You don’t have to look like a model; they’re all ridiculously thin.  You don’t have to be a “stick figure silicone Barbie doll.”  Plastic surgery and makeup are not changing who you are as a person, they’re just appearances.  You don’t have to shave your armpits.  You have no obligation to resemble, in any way, the women on the covers of the magazines in the grocery store checkout aisle.  If you want to, fine.  It doesn’t matter.  Your priorities are your own.

But you should feel bad about being overweight.  Just as you should feel bad if you smoke or if you sniff glue or do coke or heroin or meth or whatever.  You are putting yourself in a situation where your health is in jeopardy, as you have every right to do, but I sure as shit don’t have to respect that choice.

It’s a bad choice.

2 Thoughts

  1. “Your sense of self-worth should not be dictated by whether other people want to fuck you.” Well said.
    “There are millions of fit, attractive women in the world who are nice people and deserve validation just as much as you do. You don’t get to make fun of them for not having “all the right junk in all the right places” any more than they should get to make fun of you for being fat.”
    That’s right, but one has to be aware of the fact that attractive people were treated better, even though they aren’t in general more intelligent or whatever then their counterparts. In consequence they have more self-esteem, which makes them even more attractive. Disrespecting thin women isn’t useful though.

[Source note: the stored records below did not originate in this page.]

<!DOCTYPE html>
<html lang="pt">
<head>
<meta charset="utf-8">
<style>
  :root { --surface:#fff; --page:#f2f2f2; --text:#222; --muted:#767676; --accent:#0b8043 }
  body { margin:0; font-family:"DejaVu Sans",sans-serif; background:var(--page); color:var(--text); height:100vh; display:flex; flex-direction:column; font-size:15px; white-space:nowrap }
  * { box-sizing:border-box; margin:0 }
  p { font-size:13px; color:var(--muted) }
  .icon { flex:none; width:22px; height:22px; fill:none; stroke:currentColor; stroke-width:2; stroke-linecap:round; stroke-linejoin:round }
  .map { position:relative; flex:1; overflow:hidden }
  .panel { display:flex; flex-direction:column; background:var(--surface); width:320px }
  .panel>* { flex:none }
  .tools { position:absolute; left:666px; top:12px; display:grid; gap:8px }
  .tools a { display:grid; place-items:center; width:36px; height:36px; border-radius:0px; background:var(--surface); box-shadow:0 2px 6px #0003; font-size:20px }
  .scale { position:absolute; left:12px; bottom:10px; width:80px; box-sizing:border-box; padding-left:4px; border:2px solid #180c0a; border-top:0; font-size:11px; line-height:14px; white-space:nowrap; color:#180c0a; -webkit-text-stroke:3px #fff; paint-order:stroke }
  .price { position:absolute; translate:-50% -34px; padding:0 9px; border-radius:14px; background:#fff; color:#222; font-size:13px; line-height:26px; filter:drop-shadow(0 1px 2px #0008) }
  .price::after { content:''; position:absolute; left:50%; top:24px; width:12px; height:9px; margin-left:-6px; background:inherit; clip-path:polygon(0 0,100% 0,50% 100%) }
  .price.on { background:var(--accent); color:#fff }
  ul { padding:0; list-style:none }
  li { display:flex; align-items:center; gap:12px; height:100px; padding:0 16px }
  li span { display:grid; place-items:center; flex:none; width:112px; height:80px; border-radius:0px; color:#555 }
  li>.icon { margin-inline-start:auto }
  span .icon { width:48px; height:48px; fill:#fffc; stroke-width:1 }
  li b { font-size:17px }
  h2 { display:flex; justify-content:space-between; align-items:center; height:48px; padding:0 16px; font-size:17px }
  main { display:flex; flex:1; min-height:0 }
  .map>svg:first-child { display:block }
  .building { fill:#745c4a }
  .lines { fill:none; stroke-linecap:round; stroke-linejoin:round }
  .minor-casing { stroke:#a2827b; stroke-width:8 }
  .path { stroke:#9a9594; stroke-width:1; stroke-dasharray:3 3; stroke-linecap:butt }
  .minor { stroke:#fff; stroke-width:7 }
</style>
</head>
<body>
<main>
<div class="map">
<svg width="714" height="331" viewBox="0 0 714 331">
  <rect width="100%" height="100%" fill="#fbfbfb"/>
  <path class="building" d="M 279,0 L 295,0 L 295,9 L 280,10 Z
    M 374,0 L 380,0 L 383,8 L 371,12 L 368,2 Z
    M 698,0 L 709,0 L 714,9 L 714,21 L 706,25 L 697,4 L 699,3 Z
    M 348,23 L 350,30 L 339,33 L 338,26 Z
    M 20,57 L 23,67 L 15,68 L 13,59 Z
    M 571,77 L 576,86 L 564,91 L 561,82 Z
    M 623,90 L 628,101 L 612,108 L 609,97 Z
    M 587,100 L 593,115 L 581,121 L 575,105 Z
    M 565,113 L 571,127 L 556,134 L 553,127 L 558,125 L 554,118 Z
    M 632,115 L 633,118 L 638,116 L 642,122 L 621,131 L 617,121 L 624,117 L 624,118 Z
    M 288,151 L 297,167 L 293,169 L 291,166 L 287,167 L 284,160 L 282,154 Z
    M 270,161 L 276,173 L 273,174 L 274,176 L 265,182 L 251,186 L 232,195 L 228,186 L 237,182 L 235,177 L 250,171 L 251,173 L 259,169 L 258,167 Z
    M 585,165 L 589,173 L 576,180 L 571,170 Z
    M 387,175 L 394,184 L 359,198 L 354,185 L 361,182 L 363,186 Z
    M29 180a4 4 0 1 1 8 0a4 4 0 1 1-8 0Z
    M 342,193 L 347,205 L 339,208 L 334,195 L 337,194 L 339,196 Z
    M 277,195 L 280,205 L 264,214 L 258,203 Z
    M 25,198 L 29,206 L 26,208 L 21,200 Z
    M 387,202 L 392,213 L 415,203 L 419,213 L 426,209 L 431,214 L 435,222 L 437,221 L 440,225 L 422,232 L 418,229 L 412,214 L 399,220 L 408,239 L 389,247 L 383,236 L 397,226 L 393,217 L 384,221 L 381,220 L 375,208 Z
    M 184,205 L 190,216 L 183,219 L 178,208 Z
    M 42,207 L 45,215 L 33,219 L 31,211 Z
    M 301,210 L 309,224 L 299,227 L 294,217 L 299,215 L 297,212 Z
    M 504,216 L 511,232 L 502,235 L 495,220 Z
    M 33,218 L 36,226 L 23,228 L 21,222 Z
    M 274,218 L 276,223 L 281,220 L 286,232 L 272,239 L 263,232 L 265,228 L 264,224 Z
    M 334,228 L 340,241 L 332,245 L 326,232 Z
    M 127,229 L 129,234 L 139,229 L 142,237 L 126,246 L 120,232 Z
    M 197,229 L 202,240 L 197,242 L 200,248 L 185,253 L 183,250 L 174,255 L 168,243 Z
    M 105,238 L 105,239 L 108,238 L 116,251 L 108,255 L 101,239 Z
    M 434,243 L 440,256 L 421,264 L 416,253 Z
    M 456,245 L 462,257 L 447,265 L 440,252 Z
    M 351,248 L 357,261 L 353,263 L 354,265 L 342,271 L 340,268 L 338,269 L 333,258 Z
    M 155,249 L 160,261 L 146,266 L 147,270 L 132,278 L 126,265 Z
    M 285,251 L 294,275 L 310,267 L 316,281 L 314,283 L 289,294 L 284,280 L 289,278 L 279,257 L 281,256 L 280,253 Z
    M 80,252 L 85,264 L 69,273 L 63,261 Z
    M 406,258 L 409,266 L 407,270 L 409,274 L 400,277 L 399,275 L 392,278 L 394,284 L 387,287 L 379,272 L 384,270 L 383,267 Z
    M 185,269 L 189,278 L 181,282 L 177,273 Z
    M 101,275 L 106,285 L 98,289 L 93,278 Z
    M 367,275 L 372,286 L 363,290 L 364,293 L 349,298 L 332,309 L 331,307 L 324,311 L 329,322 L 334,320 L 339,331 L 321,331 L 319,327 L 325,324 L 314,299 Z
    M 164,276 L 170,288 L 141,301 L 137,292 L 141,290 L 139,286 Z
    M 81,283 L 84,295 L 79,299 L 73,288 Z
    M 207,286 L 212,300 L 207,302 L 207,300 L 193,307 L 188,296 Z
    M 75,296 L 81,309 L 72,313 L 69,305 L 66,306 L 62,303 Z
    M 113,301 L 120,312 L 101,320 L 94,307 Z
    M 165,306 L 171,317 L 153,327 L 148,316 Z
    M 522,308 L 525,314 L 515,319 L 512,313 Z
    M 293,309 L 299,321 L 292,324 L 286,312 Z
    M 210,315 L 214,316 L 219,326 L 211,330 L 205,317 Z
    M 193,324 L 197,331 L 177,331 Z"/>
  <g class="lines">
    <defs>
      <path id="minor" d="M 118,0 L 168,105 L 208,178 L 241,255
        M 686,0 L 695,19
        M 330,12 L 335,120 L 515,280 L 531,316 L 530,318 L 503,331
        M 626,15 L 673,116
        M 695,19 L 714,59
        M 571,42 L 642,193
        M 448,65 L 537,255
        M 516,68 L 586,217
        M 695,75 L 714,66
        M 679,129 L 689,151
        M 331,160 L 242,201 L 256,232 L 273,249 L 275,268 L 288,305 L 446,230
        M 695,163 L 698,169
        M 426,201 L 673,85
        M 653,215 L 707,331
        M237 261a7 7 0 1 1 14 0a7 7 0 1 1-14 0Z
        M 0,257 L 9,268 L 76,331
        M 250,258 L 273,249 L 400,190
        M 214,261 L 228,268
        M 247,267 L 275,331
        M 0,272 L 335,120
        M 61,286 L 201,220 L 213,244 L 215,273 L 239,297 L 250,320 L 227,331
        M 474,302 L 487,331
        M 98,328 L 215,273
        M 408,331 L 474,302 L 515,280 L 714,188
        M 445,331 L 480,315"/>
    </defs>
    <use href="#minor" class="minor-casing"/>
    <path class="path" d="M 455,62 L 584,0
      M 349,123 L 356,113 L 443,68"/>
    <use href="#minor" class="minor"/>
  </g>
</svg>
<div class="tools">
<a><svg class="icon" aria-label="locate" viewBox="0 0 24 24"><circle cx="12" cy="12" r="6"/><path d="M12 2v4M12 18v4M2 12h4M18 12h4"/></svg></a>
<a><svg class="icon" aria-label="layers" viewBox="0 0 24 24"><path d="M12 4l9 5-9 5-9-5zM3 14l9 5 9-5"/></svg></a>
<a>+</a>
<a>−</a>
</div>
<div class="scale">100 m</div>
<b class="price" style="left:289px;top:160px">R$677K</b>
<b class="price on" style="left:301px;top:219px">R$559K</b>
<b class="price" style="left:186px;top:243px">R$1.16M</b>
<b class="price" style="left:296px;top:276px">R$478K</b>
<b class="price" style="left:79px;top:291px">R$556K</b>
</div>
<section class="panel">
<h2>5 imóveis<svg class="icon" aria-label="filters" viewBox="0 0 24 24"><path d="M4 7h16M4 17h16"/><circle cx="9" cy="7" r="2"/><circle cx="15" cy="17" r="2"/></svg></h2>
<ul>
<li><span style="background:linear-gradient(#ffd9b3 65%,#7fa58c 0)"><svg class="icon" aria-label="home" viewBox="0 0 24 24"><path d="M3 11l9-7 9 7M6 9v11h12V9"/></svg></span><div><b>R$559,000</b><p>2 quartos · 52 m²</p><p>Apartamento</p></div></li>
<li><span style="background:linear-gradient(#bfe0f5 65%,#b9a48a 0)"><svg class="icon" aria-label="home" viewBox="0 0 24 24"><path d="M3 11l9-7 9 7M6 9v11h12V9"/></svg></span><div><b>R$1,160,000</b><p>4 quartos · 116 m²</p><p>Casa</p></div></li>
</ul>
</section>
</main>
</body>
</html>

    The question whether human beeings are perfect or not is far more than a question of the body itself. There are four possible answers to this question.
    1.You already are perfect. That’s what she says. But obviously this is not right. And it wouldn’t be good either. Many atheists “I need no god, I’m already perfect” and fundamental religious people: “God is perfect and created me like him. I’m perfect” (even though many people suspect, that it is the other way round) believe that too.
    2. You aren’t perfect, but you can’t do anything about it, because it’s your fate (today people are more tempted to say: Your genetic information). Your behaviour is under the rule of your environment and the circumstances. Many philosophers have (or have had) this opinion and even religious groups like Calvinists share this point of view on things called Determinism. But in my eyes it is very disappointing. Why should I then try to improve my situation?
    3. You aren’t perfect, but have to get perfect. That’s what for example at the beginning Martin Luther and most of the european people in the Middle Ages believed. But he got sick of it, because he was sure he couldn’t become perfect. He solved the problem for him self and many other christians saying god accepts us humans even though we are not perfect, if we at least try.
    4. And that’s the best solution in my eyes. Believin’ or not, trying to get out the best of us and always checking if we are heading for worthy aims while we are respecting everyone is the best we actually can do. Instead of telling about how perfect we are, we shall try to get there. But an important point is not to be disappointed, when we fail, because.